CompuCredit represents and warrants to the Sellers that (1) it has the power and authority to purchase the Shares, (2) the purchase of the Shares does not require it to obtain the consent of any person or entity (including, without limitation, any court or government agency, regulatory authority or self-regulating organization) or materially violate its organizational documents or any agreements to which CompuCredit is a party, and (3) this agreement is enforceable in accordance with its terms against CompuCredit, except as such enforceability may be limited by: (i) applicable bankruptcy, insolvency, reorganization, moratorium or other similar laws affecting the enforcement of creditors’ rights generally; and (ii) general principles of equity (regardless of whether such enforceability is considered in a proceeding in equity or at law).


December 18, 2007

Page 2

 

Each Seller acknowledges that CompuCredit’s management has answered all questions that it has had of CompuCredit’s management and that it has been provided access to all materials requested by it (collectively, the “Information”).
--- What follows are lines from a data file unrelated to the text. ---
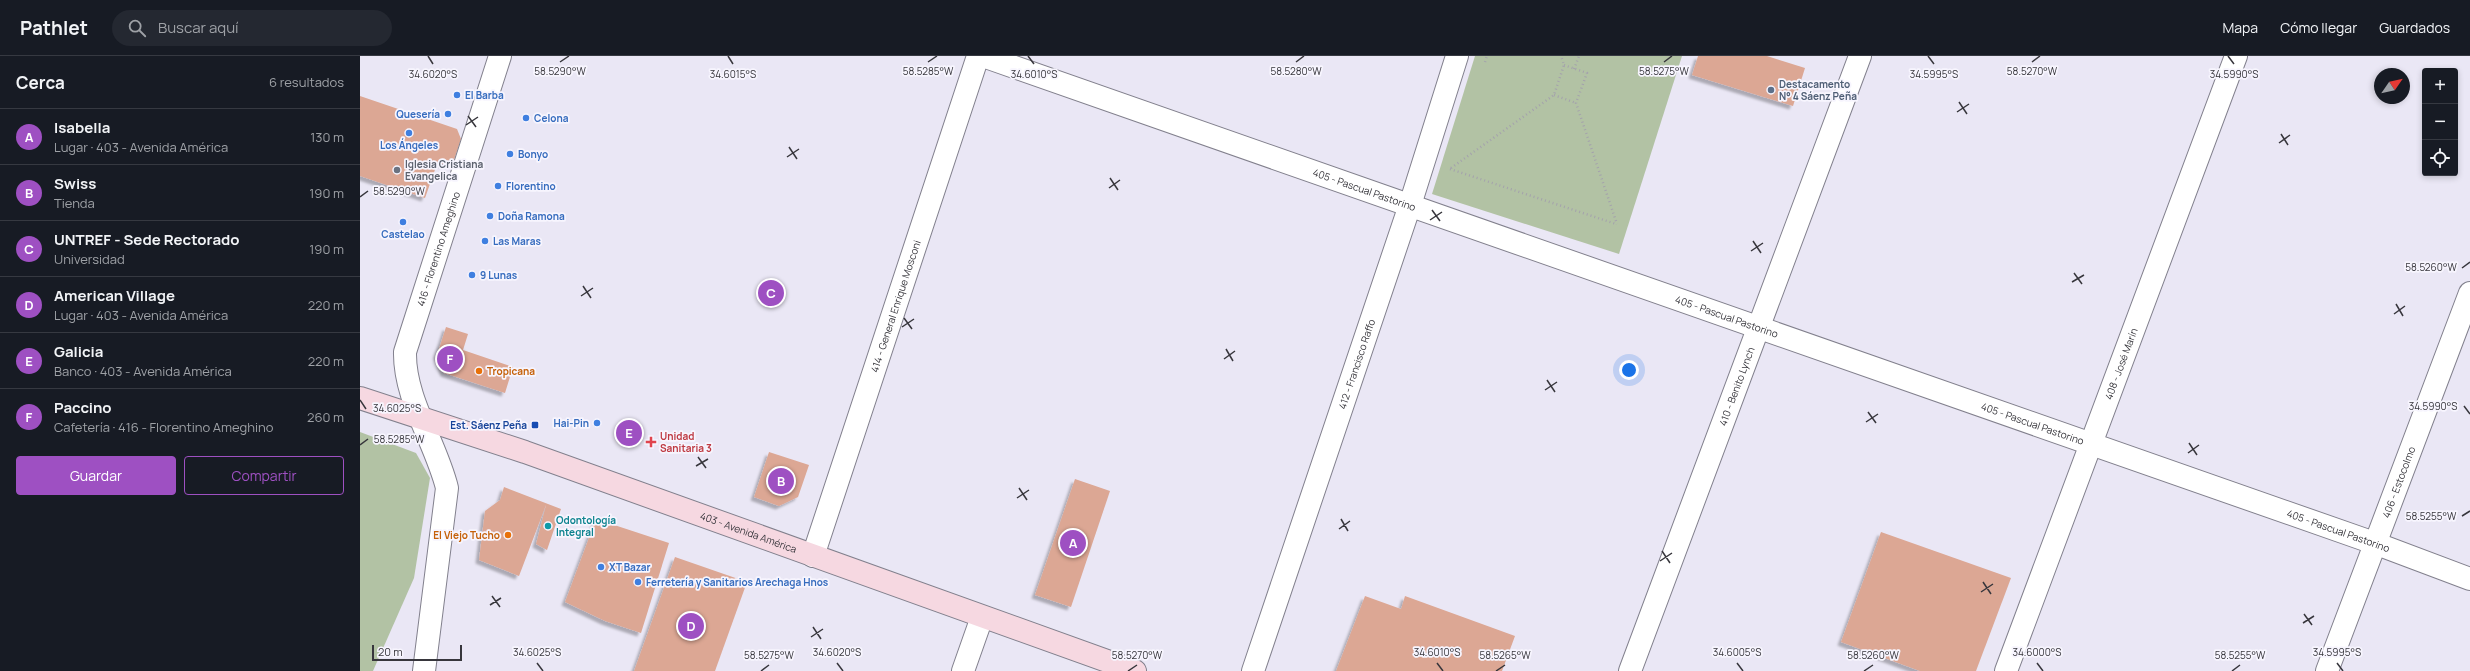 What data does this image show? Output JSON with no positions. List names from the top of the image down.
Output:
{
  "streets": {
    "main road": ["403 - Avenida América"],
    "street": [
      "405 - Pascual Pastorino",
      "416 - Florentino Ameghino",
      "414 - General Enrique Mosconi",
      "408 - José Marín",
      "412 - Francisco Raffo",
      "410 - Benito Lynch",
      "406 - Estocolmo"
    ]
  },
  "crossings": [
    ["405 - Pascual Pastorino", "408 - José Marín"],
    ["405 - Pascual Pastorino", "412 - Francisco Raffo"],
    ["405 - Pascual Pastorino", "410 - Benito Lynch"],
    ["405 - Pascual Pastorino", "406 - Estocolmo"],
    ["416 - Florentino Ameghino", "403 - Avenida América"],
    ["414 - General Enrique Mosconi", "403 - Avenida América"]
  ],
  "places": {
    "other": [
      "Destacamento N° 4 Sáenz Peña",
      "El Barba",
      "Quesería",
      "Celona",
      "Los Ángeles",
      "Bonyo",
      "Iglesia Cristiana Evangelica",
      "Florentino",
      "Doña Ramona",
      "Castelao",
      "Las Maras",
      "9 Lunas",
      "Tropicana",
      "Hai-Pin",
      "Odontología Integral",
      "El Viejo Tucho",
      "XT Bazar",
      "Ferretería y Sanitarios Arechaga Hnos"
    ],
    "transit": ["Est. Sáenz Peña"],
    "health": ["Unidad Sanitaria 3"]
  },
  "scale_bar": "20 m",
  "north": "top right",
  "page": {
    "header": "Pathlet",
    "search": "Buscar aquí",
    "nav": ["Mapa", "Cómo llegar", "Guardados"],
    "heading": ["Cerca", "6 resultados"],
    "map_buttons": ["+", "−"],
    "list": [
      {
        "mark": "A",
        "name": "Isabella",
        "note": "Lugar · 403 - Avenida América",
        "value": "130 m"
      },
      {
        "mark": "B",
        "name": "Swiss",
        "note": "Tienda",
        "value": "190 m"
      },
      {
        "mark": "C",
        "name": "UNTREF - Sede Rectorado",
        "note": "Universidad",
        "value": "190 m"
      },
      {
        "mark": "D",
        "name": "American Village",
        "note": "Lugar · 403 - Avenida América",
        "value": "220 m"
      },
      {
        "mark": "E",
        "name": "Galicia",
        "note": "Banco · 403 - Avenida América",
        "value": "220 m"
      },
      {
        "mark": "F",
        "name": "Paccino",
        "note": "Cafetería · 416 - Florentino Ameghino",
        "value": "260 m"
      }
    ],
    "pins": [
      "C",
      "F",
      "E",
      "B",
      "A",
      "D"
    ],
    "buttons": ["Guardar", "Compartir"],
    "scale": "20 m"
  },
  "coordinates": [
    "58.5275°W",
    "58.5290°W",
    "58.5285°W",
    "58.5280°W",
    "58.5270°W",
    "34.6020°S",
    "34.6015°S",
    "34.6010°S",
    "34.5995°S",
    "34.5990°S",
    "58.5260°W",
    "34.6025°S",
    "58.5255°W",
    "34.6005°S",
    "34.6000°S",
    "58.5265°W"
  ]
}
Each Seller further acknowledges that it is fully satisfied with the Information and desires to sell the Shares. Each Seller further acknowledges that it is a sophisticated investor and has the ability to assess the merits of the sale of the Shares to CompuCredit.

Notwithstanding anything to the contrary, to the extent that CompuCredit determines that the stock repurchase is a material transaction, it hereby covenants and agrees to file an 8-K with the U.S. Securities and Exchange Commission disclosing this transaction within one day following consummation of the transaction.

If the foregoing accurately reflects the agreements that we have reached, please sign a copy of this letter and return it to us.

 

Second Curve Opportunity Fund, LP
By: Second Curve Management, LLC, its General Partner
By:  

/s/ Thomas K. Brown

Name:     Thomas K. Brown
Title:     Managing Member


December 18, 2007

Page 3

 

Second Curve Opportunity Fund II, LP
By: Second Curve Management, LLC, its General Partner
By:  

/s/ Thomas K. Brown

Name:     Thomas K. Brown
Title:     Managing Member
Second Curve Vision Fund, LP
By: Second Curve Management, LLC, its General Partner
By:  

/s/ Thomas K. Brown

Name:     Thomas K. Brown
Title:     Managing Member
Second Curve Opportunity Fund International, Ltd.
By:  

/s/ Stephen D. Krug

Name:     Stephen D. Krug
Title:     Director
Second Curve Vision Fund International, Ltd.
By:  

/s/ Stephen D. Krug

Name:     Stephen D. Krug
Title:     Director

Agreed to:

CompuCredit Corporation

 

By:  

/s/ Richard W. Gilbert

Name:   Richard W. Gilbert
Title:   Vice Chairman


December 18, 2007

Page 4

 

EXHIBIT A

SELLERS

 

Seller

   No. of Shares    Purchase Price

Second Curve Opportunity Fund, LP

   561,000    $ 5,239,740

Second Curve Opportunity Fund II, LP

   12,000    $ 112,080

Second Curve Opportunity Fund International, Ltd.

   177,000    $ 1,653,180

Second Curve Vision Fund, LP

   167,000    $ 1,559,780

Second Curve Vision Fund International, Ltd.